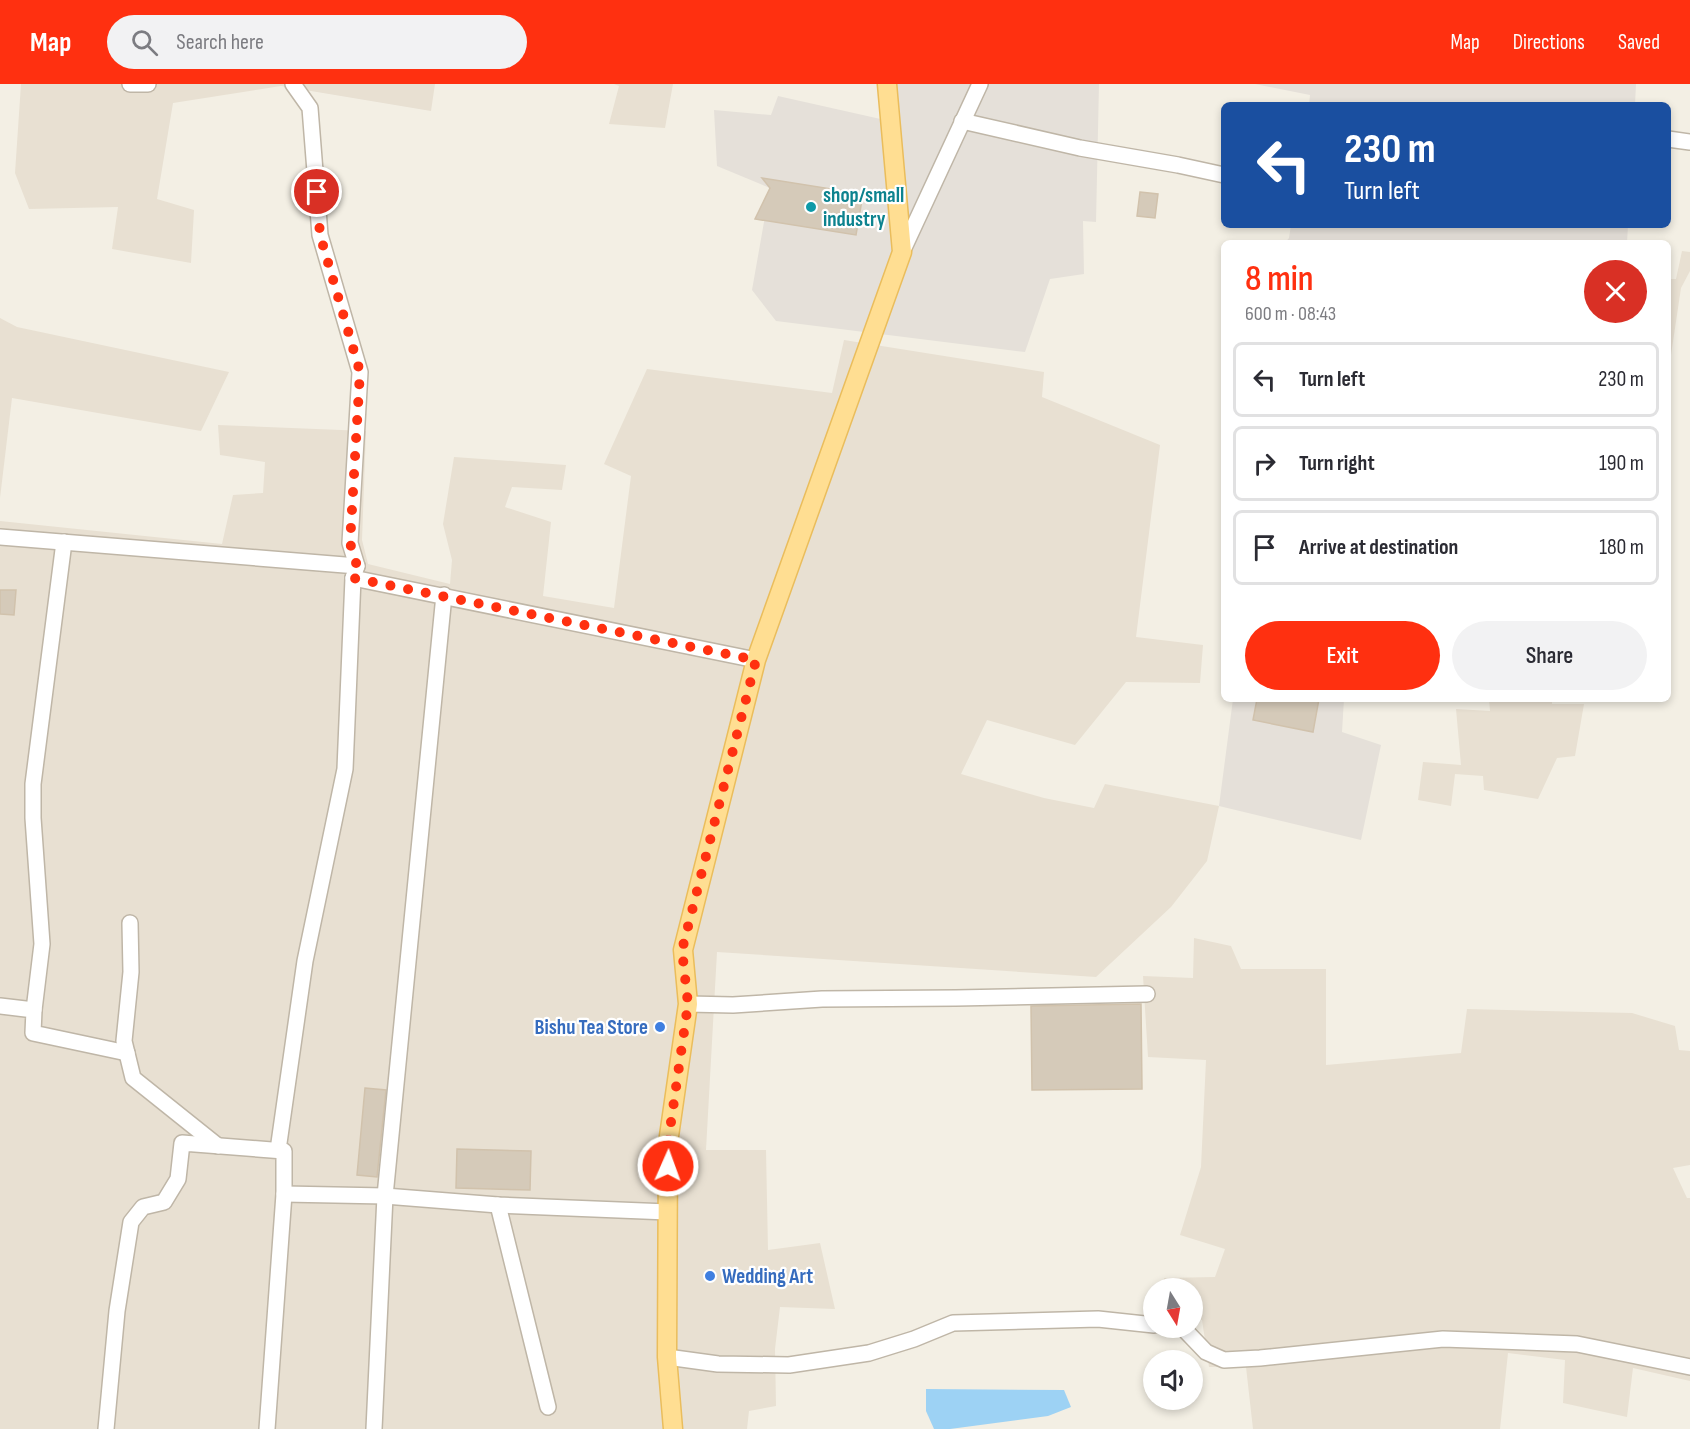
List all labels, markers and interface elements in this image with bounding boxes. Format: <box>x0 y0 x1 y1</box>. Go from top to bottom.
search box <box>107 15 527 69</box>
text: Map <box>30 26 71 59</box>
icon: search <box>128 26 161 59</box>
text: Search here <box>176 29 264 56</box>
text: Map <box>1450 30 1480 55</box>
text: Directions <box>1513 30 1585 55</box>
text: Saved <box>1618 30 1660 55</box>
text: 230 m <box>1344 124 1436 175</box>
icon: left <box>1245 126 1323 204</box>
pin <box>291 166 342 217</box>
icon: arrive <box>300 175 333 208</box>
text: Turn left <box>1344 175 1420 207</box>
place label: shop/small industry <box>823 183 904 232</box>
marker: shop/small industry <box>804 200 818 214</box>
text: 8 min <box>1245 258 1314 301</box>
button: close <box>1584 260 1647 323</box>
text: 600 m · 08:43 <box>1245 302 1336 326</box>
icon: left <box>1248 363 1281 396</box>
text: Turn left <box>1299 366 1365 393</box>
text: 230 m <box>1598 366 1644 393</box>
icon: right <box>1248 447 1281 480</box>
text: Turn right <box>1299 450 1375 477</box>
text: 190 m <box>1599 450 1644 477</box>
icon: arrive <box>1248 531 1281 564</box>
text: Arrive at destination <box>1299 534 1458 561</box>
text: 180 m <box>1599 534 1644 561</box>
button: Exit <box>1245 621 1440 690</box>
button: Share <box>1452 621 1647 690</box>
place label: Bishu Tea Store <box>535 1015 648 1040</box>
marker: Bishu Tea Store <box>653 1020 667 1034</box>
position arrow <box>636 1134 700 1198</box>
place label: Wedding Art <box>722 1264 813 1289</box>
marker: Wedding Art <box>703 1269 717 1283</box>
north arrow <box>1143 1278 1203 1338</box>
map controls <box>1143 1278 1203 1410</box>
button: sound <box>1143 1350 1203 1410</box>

◇ ◇ ◇

Work to complete
Transcribe the records verbatim and omit the images.

Completed exercise
List all labels, markers and interface elements in this image with bounding boxes. Format: <box>x0 y0 x1 y1</box>. Go from top to bottom.
search box <box>107 15 527 69</box>
text: Map <box>30 26 71 59</box>
icon: search <box>128 26 161 59</box>
text: Search here <box>176 29 264 56</box>
text: Map <box>1450 30 1480 55</box>
text: Directions <box>1513 30 1585 55</box>
text: Saved <box>1618 30 1660 55</box>
text: 230 m <box>1344 124 1436 175</box>
icon: left <box>1245 126 1323 204</box>
pin <box>291 166 342 217</box>
icon: arrive <box>300 175 333 208</box>
text: Turn left <box>1344 175 1420 207</box>
place label: shop/small industry <box>823 183 904 232</box>
marker: shop/small industry <box>804 200 818 214</box>
text: 8 min <box>1245 258 1314 301</box>
button: close <box>1584 260 1647 323</box>
text: 600 m · 08:43 <box>1245 302 1336 326</box>
icon: left <box>1248 363 1281 396</box>
text: Turn left <box>1299 366 1365 393</box>
text: 230 m <box>1598 366 1644 393</box>
icon: right <box>1248 447 1281 480</box>
text: Turn right <box>1299 450 1375 477</box>
text: 190 m <box>1599 450 1644 477</box>
icon: arrive <box>1248 531 1281 564</box>
text: Arrive at destination <box>1299 534 1458 561</box>
text: 180 m <box>1599 534 1644 561</box>
button: Exit <box>1245 621 1440 690</box>
button: Share <box>1452 621 1647 690</box>
place label: Bishu Tea Store <box>535 1015 648 1040</box>
marker: Bishu Tea Store <box>653 1020 667 1034</box>
position arrow <box>636 1134 700 1198</box>
place label: Wedding Art <box>722 1264 813 1289</box>
marker: Wedding Art <box>703 1269 717 1283</box>
north arrow <box>1143 1278 1203 1338</box>
map controls <box>1143 1278 1203 1410</box>
button: sound <box>1143 1350 1203 1410</box>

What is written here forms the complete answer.